Si rien ne bouge, Fibre Excellence Saint-Gaudens fermera le 31 mars. 350 salariés jetés et tout un bassin de vie qui encaisse le choc. Voilà la réalité. Le site traverse une crise d’une brutalité rare. En trois ans, le prix du bois a explosé de 50 %. En six mois, la demande de pâte à papier a chuté de 20 %. Résultat : une surproduction sur un marché saturé, des prix qui en chute libre, et une usine poussée doucement vers l’asphyxie. Comme si cela ne suffisait pas, la production d’électricité via la chaufferie biomasse, pourtant vertueuse, coûte un pognon de dingue : coûts élevés, prix de revente dérisoire. Ceux qui produisent proprement sont sanctionnés ; pendant que d’autres parlent de transition écologique dans les salons.
Pendant ce temps, les salariés tiennent. Semaines d’arrêts partiels, parfois totaux, perte de revenus, incertitudes permanentes… et malgré tout, ils s’accrochent. Ils défendent leur outil de travail avec une dignité qui devrait inspirer plus d’un décideur. La solidarité ouvrière n’est pas un slogan.
L’Etat doit lâcher prise
Les représentants du personnel, dont plusieurs élus de la Filpac CGT, multiplient les allers-retours à Bercy. À force d’insister, l’usine a été placée sous perfusion : reports de cotisations sociales et fiscales, accélération des remboursements de crédits de TVA. Des discussions sont engagées avec le ministère de l’Agriculture et l’ONF sur la question du bois. Prochain rendez-vous à Bercy le 7 février. Très bien. Mais ça ne suffit plus.

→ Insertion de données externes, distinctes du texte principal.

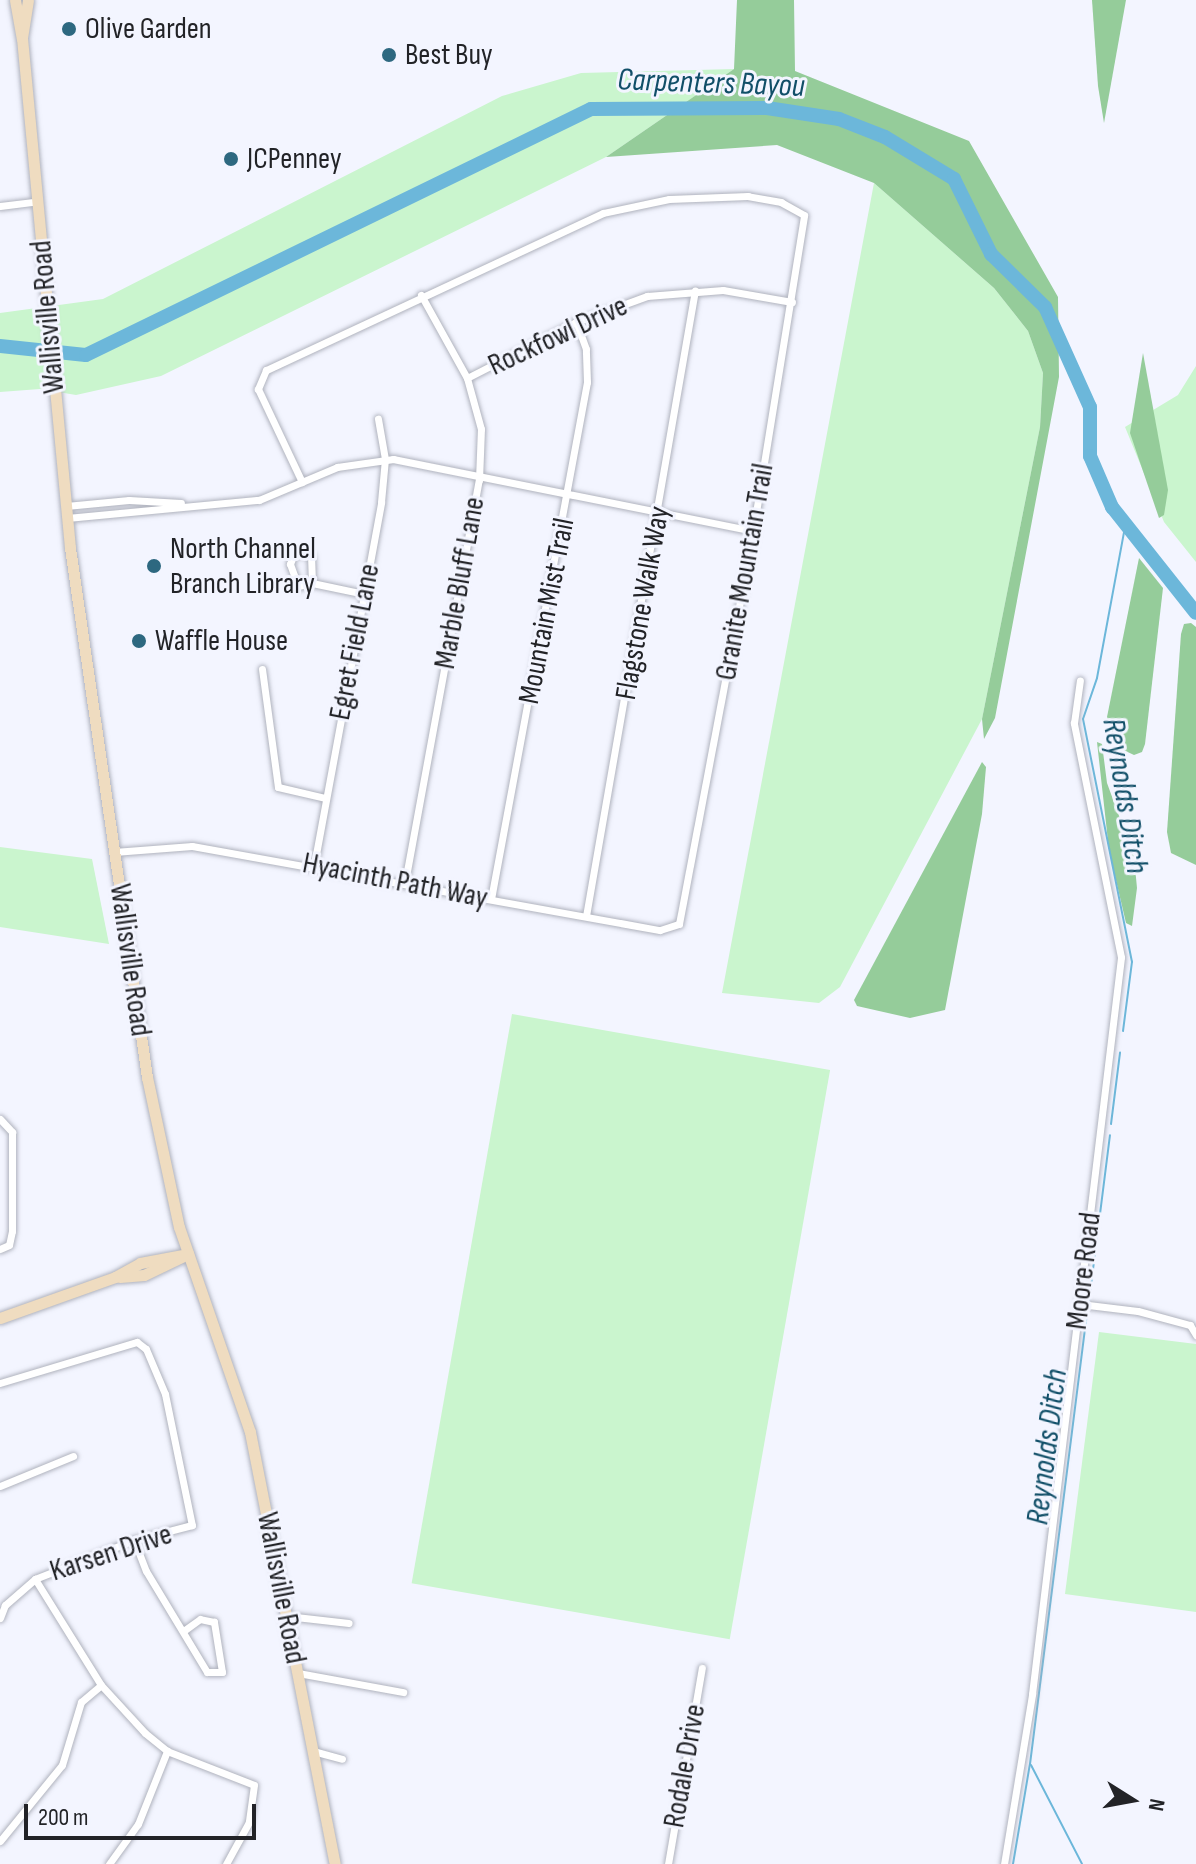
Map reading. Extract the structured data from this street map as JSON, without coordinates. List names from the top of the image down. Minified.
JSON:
{"streets":{"main road":["Wallisville Road"],"street":["Rockfowl Drive","Granite Mountain Trail","Marble Bluff Lane","Flagstone Walk Way","Mountain Mist Trail","Egret Field Lane","Hyacinth Path Way","Moore Road","Karsen Drive","Rodale Drive"]},"crossings":[["Wallisville Road","Hyacinth Path Way"],["Rockfowl Drive","Granite Mountain Trail"],["Rockfowl Drive","Marble Bluff Lane"],["Rockfowl Drive","Flagstone Walk Way"],["Rockfowl Drive","Mountain Mist Trail"],["Granite Mountain Trail","Marble Bluff Lane"],["Granite Mountain Trail","Hyacinth Path Way"],["Marble Bluff Lane","Hyacinth Path Way"],["Flagstone Walk Way","Hyacinth Path Way"],["Mountain Mist Trail","Hyacinth Path Way"],["Egret Field Lane","Hyacinth Path Way"]],"water":["Carpenters Bayou","Reynolds Ditch"],"places":["Olive Garden","Best Buy","JCPenney","North Channel Branch Library","Waffle House"],"scale_bar":"200 m","north":"right"}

Il faut maintenant des décisions de fond. Revoir les contrats de rachat de l’électricité. Sortir de ces mécanismes absurdes, conçus loin du terrain, qui étranglent ceux qui produisent localement et proprement. Le modèle de Saint-Gaudens ,avec sa papeterie et sa chaufferie biomasse, est un circuit industriel vertueux. Il fonctionne. À condition que l’État assume enfin une politique industrielle cohérente avec ses grands discours sur la décarbonation.
L’avenir est dans le papier
Produire localement, transformer localement, valoriser l’énergie sur place… Cela s’appelle la souveraineté industrielle. Avec des usines qui tournent, les savoir-faire qui vivent, les salaires qui font vivre les territoires.

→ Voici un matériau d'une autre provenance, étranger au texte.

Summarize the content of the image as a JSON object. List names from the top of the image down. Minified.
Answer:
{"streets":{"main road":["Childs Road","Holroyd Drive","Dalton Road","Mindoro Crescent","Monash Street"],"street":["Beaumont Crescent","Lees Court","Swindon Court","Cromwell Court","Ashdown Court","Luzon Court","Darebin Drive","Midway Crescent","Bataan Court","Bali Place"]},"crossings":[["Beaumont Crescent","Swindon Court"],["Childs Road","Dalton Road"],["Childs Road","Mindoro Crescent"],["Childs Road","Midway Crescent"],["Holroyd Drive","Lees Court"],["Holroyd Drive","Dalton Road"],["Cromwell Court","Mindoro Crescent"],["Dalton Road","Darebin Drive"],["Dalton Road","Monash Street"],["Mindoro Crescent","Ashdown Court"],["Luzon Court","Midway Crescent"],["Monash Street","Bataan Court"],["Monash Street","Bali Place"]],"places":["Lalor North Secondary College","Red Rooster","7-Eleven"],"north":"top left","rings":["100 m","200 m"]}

Fibre Excellence Saint-Gaudens est une chance pour la Haute-Garonne et pour ses 350 salariés. Le saccage de nos industries et de nos territoires n’a rien d’une fatalité : c’est un choix politique. Ce qui est choisi peut être corrigé.
À Saint-Gaudens, l’histoire ouvrière, la compétence, le savoir-faire ne doivent pas disparaître d’un simple trait de stylo comptable.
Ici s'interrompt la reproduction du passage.